(Data provided)

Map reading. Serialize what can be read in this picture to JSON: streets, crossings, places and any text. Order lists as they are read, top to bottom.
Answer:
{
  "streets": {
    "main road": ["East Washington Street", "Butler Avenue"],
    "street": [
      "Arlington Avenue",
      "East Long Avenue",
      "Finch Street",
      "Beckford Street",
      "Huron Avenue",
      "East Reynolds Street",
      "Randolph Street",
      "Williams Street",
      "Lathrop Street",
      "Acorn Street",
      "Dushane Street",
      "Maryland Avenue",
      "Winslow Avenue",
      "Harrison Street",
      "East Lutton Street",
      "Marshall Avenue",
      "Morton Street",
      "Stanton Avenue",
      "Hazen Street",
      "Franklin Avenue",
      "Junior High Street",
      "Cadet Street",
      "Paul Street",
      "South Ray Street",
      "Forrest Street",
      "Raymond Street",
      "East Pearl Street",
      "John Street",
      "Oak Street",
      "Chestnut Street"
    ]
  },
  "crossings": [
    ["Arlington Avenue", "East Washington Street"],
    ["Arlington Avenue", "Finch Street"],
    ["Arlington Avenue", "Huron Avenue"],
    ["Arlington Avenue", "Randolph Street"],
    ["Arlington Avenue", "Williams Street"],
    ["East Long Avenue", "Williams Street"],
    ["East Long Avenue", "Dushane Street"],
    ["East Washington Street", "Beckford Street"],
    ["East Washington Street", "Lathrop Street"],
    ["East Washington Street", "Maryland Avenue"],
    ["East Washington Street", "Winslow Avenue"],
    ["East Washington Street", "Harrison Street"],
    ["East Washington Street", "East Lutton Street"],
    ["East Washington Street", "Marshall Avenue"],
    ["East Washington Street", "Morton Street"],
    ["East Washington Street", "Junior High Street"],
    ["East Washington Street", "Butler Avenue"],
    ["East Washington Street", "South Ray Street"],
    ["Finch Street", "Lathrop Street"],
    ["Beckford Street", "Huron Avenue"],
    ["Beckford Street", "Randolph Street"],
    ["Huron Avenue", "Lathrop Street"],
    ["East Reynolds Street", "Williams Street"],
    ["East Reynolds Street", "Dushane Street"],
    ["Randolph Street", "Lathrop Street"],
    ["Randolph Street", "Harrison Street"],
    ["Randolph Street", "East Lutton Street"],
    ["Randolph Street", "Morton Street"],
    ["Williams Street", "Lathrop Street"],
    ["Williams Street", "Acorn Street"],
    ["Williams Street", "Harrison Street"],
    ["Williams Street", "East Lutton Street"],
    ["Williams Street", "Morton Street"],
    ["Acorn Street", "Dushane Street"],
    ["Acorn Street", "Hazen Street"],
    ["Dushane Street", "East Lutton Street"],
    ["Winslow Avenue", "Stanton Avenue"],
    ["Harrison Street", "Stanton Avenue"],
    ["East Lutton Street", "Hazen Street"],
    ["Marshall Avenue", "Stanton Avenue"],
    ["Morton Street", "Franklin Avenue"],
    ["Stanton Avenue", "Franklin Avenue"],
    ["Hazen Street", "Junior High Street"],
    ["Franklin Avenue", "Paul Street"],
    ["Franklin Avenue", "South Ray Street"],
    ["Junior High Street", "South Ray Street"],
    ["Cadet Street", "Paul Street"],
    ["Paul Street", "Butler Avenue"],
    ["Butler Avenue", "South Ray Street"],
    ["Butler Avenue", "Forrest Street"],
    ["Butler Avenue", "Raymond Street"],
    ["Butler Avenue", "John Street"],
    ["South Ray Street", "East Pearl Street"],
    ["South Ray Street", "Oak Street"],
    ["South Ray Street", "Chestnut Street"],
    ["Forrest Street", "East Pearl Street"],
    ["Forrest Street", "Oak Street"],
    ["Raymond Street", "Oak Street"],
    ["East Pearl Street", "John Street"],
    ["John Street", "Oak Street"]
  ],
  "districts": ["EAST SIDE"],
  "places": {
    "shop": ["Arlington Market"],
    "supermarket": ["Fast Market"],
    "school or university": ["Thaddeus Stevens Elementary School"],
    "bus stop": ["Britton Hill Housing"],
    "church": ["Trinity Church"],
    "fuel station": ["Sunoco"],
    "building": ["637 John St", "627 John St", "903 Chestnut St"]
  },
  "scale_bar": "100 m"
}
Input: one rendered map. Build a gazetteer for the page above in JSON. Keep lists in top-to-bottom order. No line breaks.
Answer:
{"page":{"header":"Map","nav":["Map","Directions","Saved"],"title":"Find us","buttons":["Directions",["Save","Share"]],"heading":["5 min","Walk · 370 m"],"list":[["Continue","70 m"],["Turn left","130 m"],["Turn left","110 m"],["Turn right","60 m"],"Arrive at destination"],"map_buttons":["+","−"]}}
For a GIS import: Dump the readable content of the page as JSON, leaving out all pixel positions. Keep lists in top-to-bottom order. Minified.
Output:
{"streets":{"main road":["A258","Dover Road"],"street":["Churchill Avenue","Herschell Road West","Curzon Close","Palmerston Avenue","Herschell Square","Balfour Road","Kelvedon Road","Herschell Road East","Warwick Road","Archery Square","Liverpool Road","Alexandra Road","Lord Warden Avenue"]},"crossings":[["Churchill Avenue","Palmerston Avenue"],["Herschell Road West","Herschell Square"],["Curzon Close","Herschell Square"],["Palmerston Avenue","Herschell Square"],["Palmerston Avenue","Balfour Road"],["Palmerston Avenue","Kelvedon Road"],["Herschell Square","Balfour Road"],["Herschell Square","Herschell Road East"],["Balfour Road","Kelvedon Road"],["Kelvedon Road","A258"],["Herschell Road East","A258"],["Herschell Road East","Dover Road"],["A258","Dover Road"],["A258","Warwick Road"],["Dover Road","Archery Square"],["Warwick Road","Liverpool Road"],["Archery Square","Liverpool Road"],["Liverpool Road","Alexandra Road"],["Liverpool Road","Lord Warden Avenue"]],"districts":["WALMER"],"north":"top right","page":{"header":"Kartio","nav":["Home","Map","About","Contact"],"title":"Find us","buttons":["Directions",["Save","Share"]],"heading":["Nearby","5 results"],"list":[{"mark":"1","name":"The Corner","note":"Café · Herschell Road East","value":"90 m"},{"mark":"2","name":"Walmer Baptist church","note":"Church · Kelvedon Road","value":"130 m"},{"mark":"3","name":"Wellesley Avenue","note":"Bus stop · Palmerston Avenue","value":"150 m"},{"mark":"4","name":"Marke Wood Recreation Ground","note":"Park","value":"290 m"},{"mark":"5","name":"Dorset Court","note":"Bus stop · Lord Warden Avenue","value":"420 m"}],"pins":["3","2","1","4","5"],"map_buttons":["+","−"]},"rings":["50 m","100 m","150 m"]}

(End Data provided)

• About this task
Say how many lines of the data hold the string "Morton". Reply with the number alone.

• Answer to this task
5